The article’s proposal is at once banal and unserious, and much of it they credit to their students, presumably because they recognize this: the first is that while the Puerto Rican constitution may guarantee the payment to the general obligation bondholders with the full faith and credit of the government, that doesn’t mean that the commonwealth’s government couldn’t just change the constitution and eliminate this pesky promise. Legality achieved! Laws change all the time–even constitutions–they aver, and debtors shouldn’t be surprised if that happens in a way that just happens to hurt them financially.
Another way for the commonwealth to get around the constitutional promises, they suggest, is to make use of provision 3105 of Puerto Rico’s civil code, which “recognises that creditors sometimes have a duty not to enforce debt in ways that prejudice other creditors.”
The other creditors in this instance are the retirees and state employees of Puerto Rico, who may see their wages or pension benefits frozen as a part of the island’s financial reforms.
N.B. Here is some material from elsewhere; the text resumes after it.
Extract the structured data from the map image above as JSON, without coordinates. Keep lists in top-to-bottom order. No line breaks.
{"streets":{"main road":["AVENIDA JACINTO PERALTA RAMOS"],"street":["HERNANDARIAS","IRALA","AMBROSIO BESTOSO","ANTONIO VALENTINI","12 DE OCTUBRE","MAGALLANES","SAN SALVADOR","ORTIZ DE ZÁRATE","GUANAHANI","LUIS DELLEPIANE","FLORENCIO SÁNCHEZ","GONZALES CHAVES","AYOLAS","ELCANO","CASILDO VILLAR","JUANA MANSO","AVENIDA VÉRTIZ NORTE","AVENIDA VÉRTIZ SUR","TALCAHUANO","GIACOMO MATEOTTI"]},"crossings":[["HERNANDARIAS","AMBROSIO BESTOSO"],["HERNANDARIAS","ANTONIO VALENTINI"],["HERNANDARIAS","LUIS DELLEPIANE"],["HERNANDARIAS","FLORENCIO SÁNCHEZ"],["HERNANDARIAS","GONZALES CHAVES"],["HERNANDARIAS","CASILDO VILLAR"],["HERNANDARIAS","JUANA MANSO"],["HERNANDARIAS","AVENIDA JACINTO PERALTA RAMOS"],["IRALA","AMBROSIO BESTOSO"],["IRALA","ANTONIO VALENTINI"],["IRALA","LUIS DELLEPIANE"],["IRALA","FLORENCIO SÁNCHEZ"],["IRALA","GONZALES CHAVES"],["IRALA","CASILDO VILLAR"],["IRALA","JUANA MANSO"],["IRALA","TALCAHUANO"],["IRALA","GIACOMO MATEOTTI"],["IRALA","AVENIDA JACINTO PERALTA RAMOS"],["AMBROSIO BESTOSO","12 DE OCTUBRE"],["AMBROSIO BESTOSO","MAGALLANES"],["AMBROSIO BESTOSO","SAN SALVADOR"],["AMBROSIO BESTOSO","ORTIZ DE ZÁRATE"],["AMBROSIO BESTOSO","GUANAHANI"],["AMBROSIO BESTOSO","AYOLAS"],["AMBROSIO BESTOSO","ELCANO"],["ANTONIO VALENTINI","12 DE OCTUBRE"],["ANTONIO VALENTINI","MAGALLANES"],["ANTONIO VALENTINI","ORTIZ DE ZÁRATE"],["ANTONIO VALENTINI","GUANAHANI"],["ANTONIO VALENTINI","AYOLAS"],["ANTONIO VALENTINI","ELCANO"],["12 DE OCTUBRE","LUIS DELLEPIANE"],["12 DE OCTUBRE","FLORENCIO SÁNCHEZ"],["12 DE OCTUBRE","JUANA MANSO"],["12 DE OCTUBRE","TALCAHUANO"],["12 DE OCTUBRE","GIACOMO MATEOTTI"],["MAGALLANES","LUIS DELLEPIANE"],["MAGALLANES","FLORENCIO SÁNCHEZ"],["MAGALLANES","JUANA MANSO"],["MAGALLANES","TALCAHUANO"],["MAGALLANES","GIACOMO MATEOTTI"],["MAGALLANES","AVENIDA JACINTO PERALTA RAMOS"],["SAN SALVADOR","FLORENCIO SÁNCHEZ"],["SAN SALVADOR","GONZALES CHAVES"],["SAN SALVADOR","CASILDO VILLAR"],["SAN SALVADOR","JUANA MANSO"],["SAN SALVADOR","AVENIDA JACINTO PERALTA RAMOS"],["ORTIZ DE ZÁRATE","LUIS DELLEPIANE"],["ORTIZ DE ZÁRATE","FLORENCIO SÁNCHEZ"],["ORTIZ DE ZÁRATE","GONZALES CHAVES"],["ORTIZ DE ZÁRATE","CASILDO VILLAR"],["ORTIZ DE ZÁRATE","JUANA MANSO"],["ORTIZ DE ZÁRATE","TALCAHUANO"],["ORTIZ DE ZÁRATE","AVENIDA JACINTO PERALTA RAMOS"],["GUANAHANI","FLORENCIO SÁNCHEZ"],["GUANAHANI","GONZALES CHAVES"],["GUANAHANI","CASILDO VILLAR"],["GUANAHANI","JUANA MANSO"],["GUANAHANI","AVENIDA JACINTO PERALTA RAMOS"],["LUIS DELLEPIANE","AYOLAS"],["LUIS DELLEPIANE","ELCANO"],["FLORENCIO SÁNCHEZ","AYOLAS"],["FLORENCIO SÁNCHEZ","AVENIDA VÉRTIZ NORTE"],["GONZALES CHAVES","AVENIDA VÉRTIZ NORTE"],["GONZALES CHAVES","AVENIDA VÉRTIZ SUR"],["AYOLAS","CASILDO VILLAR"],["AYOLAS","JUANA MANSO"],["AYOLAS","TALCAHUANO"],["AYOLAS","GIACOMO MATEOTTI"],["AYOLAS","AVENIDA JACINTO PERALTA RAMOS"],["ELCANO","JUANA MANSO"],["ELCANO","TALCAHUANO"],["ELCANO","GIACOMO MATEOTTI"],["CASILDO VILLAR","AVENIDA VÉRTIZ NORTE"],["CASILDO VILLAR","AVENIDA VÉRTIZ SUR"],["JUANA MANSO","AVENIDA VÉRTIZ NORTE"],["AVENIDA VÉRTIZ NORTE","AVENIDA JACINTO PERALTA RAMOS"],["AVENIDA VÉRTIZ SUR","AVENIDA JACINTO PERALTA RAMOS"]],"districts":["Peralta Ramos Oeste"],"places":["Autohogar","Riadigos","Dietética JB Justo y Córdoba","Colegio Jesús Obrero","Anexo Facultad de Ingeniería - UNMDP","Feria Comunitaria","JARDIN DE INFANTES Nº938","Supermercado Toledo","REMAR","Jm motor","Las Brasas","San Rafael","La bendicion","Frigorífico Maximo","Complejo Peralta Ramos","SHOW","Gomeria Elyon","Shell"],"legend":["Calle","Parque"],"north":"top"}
Doing such a thing is, in their perspective, always and everywhere a disaster, and setting aside the law is justifiable because of the harm that would be done if other government spending were ever forced to be cut in order to pay the island’s debt.
But every budget requires a government to decide how to split its revenue between debtors, capital projects, workers, and pensioners, and that inevitably means that the government must spend less in the short run than it would presumably like on police and teachers in order to satisfy its lenders. By this interpretation of provision 3105 Puerto Rico has the right to void its contract with its debtors at any time, even if it’s solvent. It would also mean that no one would have lent to them had they known it would be interpreted this way.
It is a fundamentally unserious idea.
The problem facing Puerto Rico is an age-old one that many governments throughout the world have faced: Puerto Rico can’t pay its debt and it has few options, but it doesn’t want its debtors or the federal government to constrain it in any way while it tries to negotiate a fresh start. Despite the fact that the U.S. Treasury wants to help them in their insouciance, this isn’t the way these negotiations work, and if they ever want to return to capital markets the commonwealth will have to either make some politically difficult decisions to reduce the size and scope of the government or else let someone do it for them.